Pacific walruses, which can grow to 12 feet long and weigh more than 2 tons, rest on ice floes in the Chukchi Sea to rest, rear their calves, avoid predators and hunt for mollusks.
The contested regulation applies to a 90,000 square-mile area that includes parts of the Outer Continental Shelf, Alaskan state waters, and coastal land around Wainwright and Barrow, Alaska.
In agreeing with the government that the case belongs in Alaska, Judge Bates noted that Fish and Wildlife drafted the contested regulation in its Anchorage office, and that several of the plaintiffs and their lawyers are also residents of Alaska.
Though much of the land at issue is federal, and the Pacific walrus is a federally protected species, Bates said this argument ignores the fact that the issue exclusively affects Alaska, not the nation.
Indeed, oil and gas activities in the Chukchi Sea that affect only Pacific walruses, which are not found anywhere but the waters around Alaska, make the issue extremely local, according to the 17-page opinion.
Though courts generally defer to a plaintiff’s chosen forum of litigation, Bates declined to do so here because the challenged regulation has no impact on Washington, D.C.’s wildlife, environment or people, while the District of Alaska is directly affected by the controversy.

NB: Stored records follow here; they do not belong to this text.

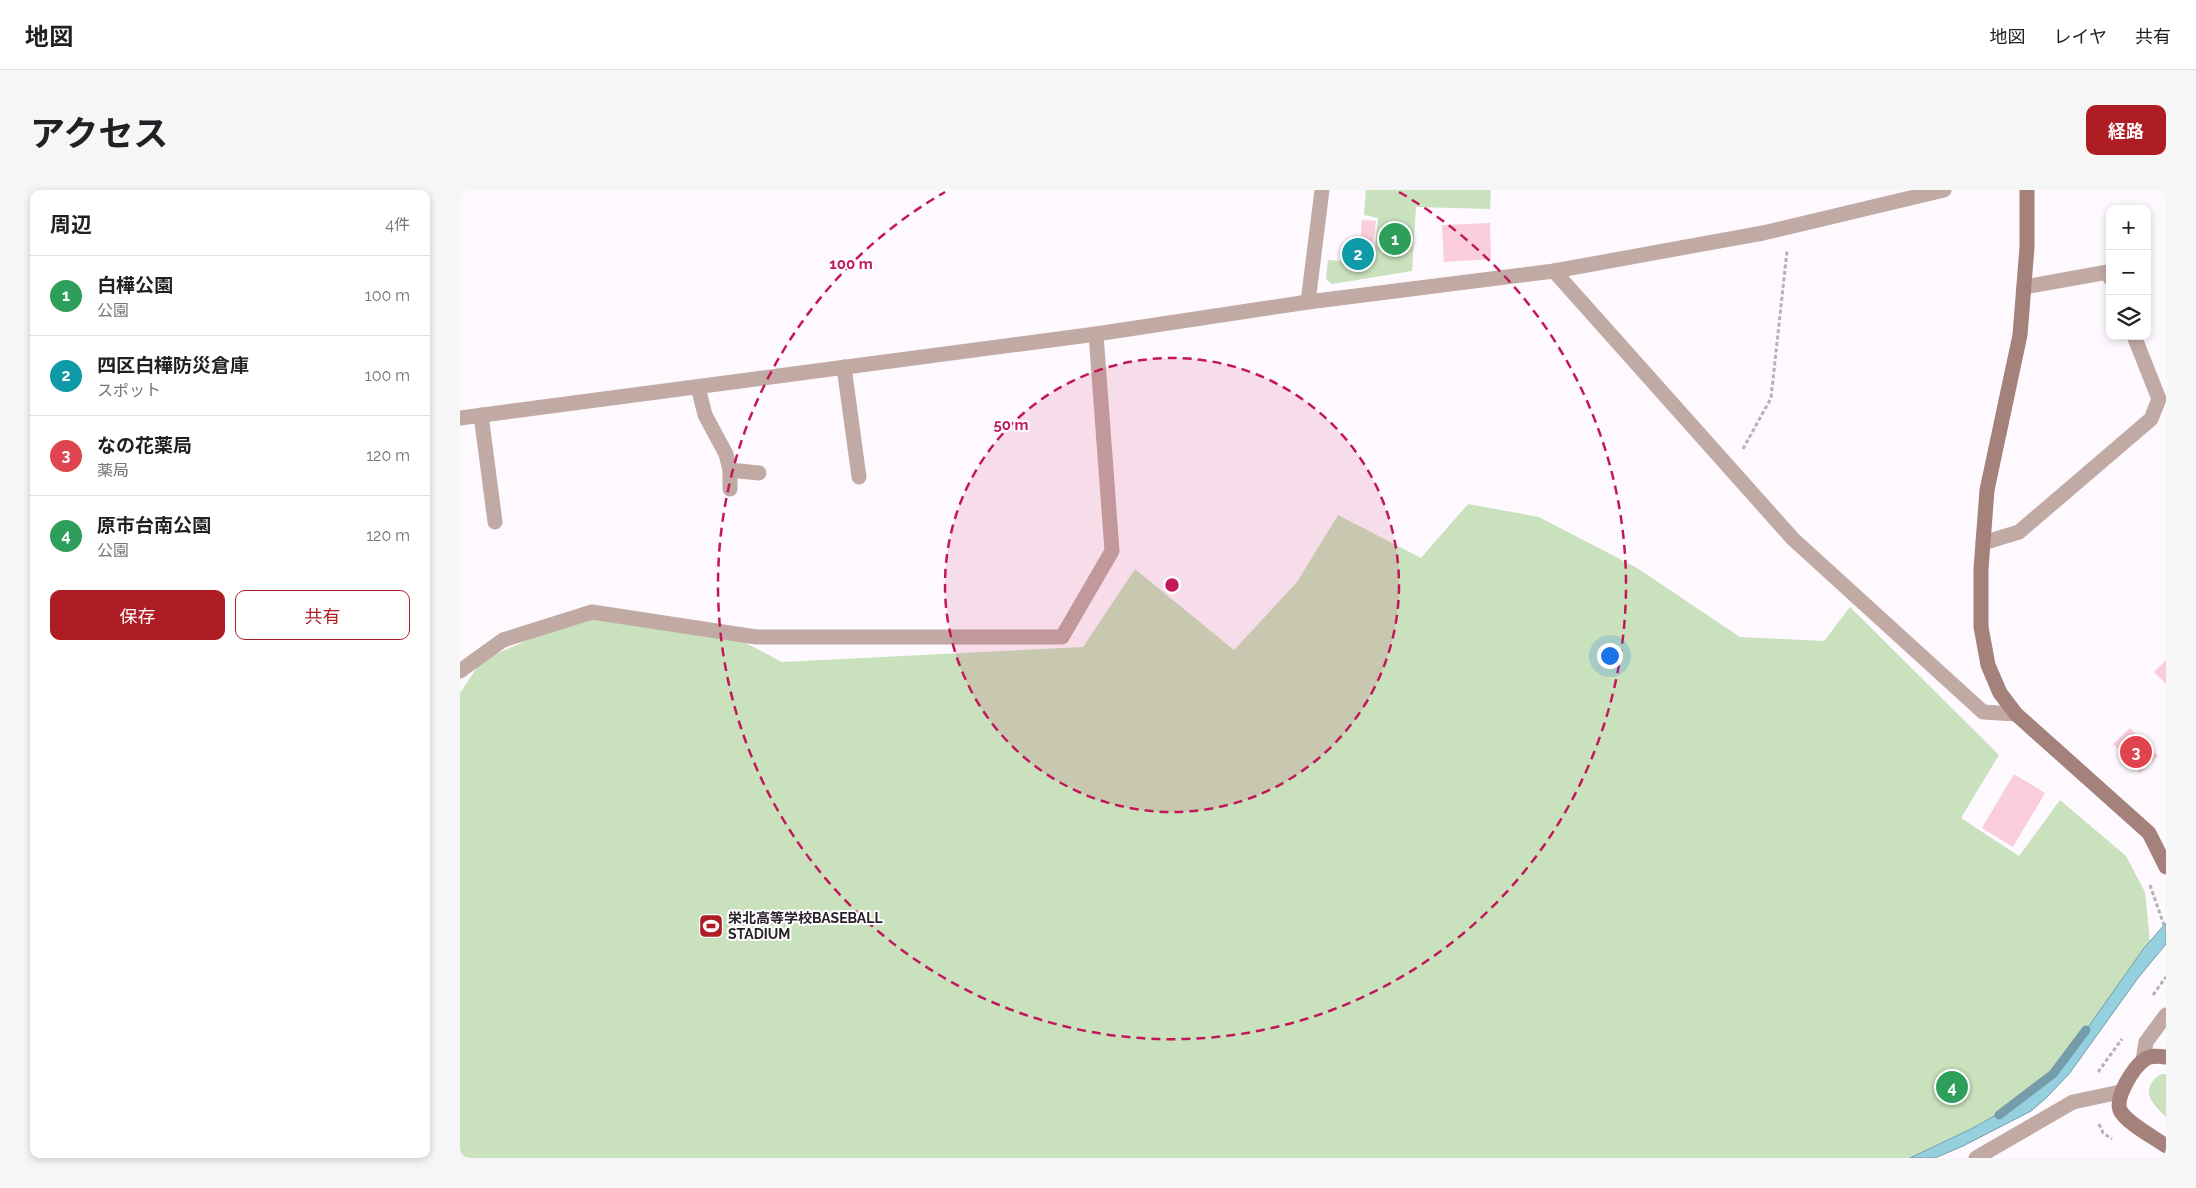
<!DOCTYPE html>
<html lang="ja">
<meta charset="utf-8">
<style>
body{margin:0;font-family:Raleway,"Noto Sans JP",sans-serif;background:#f6f6f6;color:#202124}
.controls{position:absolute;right:15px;top:15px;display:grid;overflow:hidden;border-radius:10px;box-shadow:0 2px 8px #0003}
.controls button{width:45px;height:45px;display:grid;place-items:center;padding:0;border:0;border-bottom:1px solid #e0e0e0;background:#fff;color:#202124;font:25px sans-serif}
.you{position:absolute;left:1149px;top:465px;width:18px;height:18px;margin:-12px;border:4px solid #fff;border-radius:50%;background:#1a73e8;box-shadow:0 0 0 8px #1a73e833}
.badge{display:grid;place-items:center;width:32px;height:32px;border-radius:50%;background:#af1d24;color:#fff;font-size:16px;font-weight:700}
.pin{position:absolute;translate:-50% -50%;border:2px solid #fff;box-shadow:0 1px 5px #0006}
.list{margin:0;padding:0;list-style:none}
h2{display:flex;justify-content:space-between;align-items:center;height:65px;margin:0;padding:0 20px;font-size:21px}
h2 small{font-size:16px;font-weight:400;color:#757577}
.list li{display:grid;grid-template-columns:32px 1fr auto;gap:15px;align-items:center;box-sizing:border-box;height:80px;padding:0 20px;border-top:1px solid #e0e0e0}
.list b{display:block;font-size:19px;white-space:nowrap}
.list p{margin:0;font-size:16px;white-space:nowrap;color:#757577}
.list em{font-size:16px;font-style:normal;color:#757577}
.actions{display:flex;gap:10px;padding:15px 20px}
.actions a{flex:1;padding:11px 0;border:1px solid #af1d24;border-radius:10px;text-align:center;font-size:18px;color:#af1d24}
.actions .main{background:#af1d24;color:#fff}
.icon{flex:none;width:28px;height:28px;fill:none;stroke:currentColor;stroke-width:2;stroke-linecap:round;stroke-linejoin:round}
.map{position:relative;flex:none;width:1706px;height:968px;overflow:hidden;border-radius:10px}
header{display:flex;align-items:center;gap:30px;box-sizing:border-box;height:70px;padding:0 25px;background:#fff;border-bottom:1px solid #e0e0e0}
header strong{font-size:24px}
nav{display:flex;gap:28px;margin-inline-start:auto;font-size:18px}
.intro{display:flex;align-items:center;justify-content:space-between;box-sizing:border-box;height:120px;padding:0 30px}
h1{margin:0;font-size:35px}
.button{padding:12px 22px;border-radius:10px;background:#af1d24;color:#fff;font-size:18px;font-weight:700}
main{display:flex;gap:30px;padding:0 30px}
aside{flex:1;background:#fff;border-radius:10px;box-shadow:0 2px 8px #0003}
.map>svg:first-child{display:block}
</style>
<header>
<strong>地図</strong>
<nav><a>地図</a><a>レイヤ</a><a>共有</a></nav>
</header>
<div class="intro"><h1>アクセス</h1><a class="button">経路</a></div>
<main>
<aside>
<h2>周辺<small>4件</small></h2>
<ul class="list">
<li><span class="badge" style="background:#2e9e5b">1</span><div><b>白樺公園</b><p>公園</p></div><em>100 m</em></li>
<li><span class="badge" style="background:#0f9aa8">2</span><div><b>四区白樺防災倉庫</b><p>スポット</p></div><em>100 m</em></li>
<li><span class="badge" style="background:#e0444e">3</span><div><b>なの花薬局</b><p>薬局</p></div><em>120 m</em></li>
<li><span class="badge" style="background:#2e9e5b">4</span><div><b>原市台南公園</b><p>公園</p></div><em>120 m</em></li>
</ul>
<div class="actions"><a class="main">保存</a><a>共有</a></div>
</aside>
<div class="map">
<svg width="1706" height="968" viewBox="0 0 1706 968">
<rect width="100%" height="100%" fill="#fef9fe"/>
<g fill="#c9e1bd">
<path d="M906,0H1031L1030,19L956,17L952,81L872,94L866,89L868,70L913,73L918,28L904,25Z"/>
<path d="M1008,314L1079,327L1177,378L1280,447L1364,451L1390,417L1539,565L1501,628L1559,666L1600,610L1666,666L1685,702L1690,751L1593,887L1564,909L1513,938L1450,968H0V503L22,470L132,422L265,442L322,472L623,457L675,379L774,460L837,392L878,325L961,368Z"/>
<path d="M1701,884H1706V927C1691,913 1679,899 1701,884Z"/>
</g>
<path fill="#95d0df" stroke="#749ca9" d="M1706,733V754L1678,788L1609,884L1586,908L1571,921L1503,956L1475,968H1450L1513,938L1564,909L1593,887L1684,758Z"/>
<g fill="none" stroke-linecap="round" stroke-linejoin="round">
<path stroke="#749ca9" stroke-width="9" d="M1539,925L1593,884L1626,840"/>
</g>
<g fill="#f9ceda">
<path d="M902,30L916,31L913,56L900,55Z"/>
<path d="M1030,33L1031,69L984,72L982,35Z"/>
<path d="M886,56L911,59L910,71L885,68Z"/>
<path d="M1706,470V494L1694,482Z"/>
<path d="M1670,538L1698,566L1680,583L1653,554Z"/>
<path d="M1554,584L1585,603L1553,657L1522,638Z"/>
</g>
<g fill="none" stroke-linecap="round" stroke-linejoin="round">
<g stroke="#b7b1b7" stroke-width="3" stroke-dasharray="4 2.5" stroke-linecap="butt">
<path d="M1283,259L1311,208L1327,61"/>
<path d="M1690,695L1706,741"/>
<path d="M1693,805L1706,787"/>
<path d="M1638,882L1662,849"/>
<path d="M1639,934L1643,943L1652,949"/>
</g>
<g stroke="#c2aaa4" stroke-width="15">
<path d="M384,177L399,287"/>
<path d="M238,197L245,225L266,264L270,280V299"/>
<path d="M21,225L35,332"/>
<path d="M270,280L299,283"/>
</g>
<g stroke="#c2aaa4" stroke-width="15">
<path d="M1094,81L1333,349L1523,522L1556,524"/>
<path d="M1564,97L1648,82L1650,88"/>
<path d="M848,112L862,0"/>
<path d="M0,228L636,144L848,112L1094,81L1303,43L1484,0"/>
<path d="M1523,353L1559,342L1691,229L1699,209L1674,146"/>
<path d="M0,481L43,450L132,422L296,447H602L652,361L636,144"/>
<path d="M1683,870L1686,852L1706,825"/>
<path d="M1516,968L1613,912L1660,902"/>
</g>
<g stroke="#a4827b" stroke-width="15">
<path d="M1567,0V57L1560,145L1527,300L1521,379V437L1528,475L1540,503L1556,524L1689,643L1706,677"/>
<path d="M1706,867C1699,866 1690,865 1684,870C1673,878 1655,907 1660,920C1665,932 1695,948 1706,956"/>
</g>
</g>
<circle cx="712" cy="395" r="227" fill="#c2185b" fill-opacity=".12"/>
<g fill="none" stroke="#c2185b" stroke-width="2.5" stroke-dasharray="9 6">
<circle cx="712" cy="395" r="227"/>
<path d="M939 2A454 454 0 1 1 485 2"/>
</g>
<defs>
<symbol id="stadium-square" viewBox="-11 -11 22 22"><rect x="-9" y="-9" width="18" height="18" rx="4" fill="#af1d24" stroke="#fff"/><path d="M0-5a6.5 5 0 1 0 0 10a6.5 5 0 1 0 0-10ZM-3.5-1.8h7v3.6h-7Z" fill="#fff"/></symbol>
</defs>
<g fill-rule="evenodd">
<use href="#stadium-square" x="237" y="722" width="28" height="28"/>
</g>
<g text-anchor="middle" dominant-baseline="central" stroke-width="4" stroke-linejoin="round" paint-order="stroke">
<g font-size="14" font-weight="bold" fill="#28212a" stroke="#fff" text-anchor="start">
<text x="268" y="728">栄北高等学校BASEBALL<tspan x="268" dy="16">STADIUM</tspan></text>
</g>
</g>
<circle cx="712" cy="395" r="8" fill="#c2185b" stroke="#fff" stroke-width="2.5"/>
<g font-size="15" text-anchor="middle" font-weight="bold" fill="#c2185b" stroke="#fff" stroke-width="4" stroke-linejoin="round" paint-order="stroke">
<text x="391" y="79">100 m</text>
<text x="551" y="240">50 m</text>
</g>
</svg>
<div class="controls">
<button>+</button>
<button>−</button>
<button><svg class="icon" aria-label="layers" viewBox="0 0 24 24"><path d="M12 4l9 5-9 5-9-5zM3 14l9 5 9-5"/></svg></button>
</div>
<div class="you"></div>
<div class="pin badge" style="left:935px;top:49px;background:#2e9e5b">1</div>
<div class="pin badge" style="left:898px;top:64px;background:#0f9aa8">2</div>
<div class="pin badge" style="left:1676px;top:562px;background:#e0444e">3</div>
<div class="pin badge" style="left:1492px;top:897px;background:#2e9e5b">4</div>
</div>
</main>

The groups had emphasized that government officials enacted the regulation in D.C., but Bates pointed out that “signing and promulgating are not magic acts that somehow transform a transferable case into an un-transferable one.”
Regardless of where the regulation was signed, the “dearth of evidence” as to why the case should stay in D.C. indicates that it is best heard in Alaska, which will most acutely feel the regulation’s impacts, according to the ruling.
The court also granted the Alaska Oil and Gas Association’s uncontested motion to intervene in the matter.
Eric Paul Johnson and Erik Grafe with Earthjustice of Anchorage represents the plaintiffs. The defendants were represented by Justice Department attorneys David Bernard Glazer in San Francisco and Meredith Flax in Washington, D.C.
Neither party’s counsel returned messages seeking comment by the close of business hours Monday.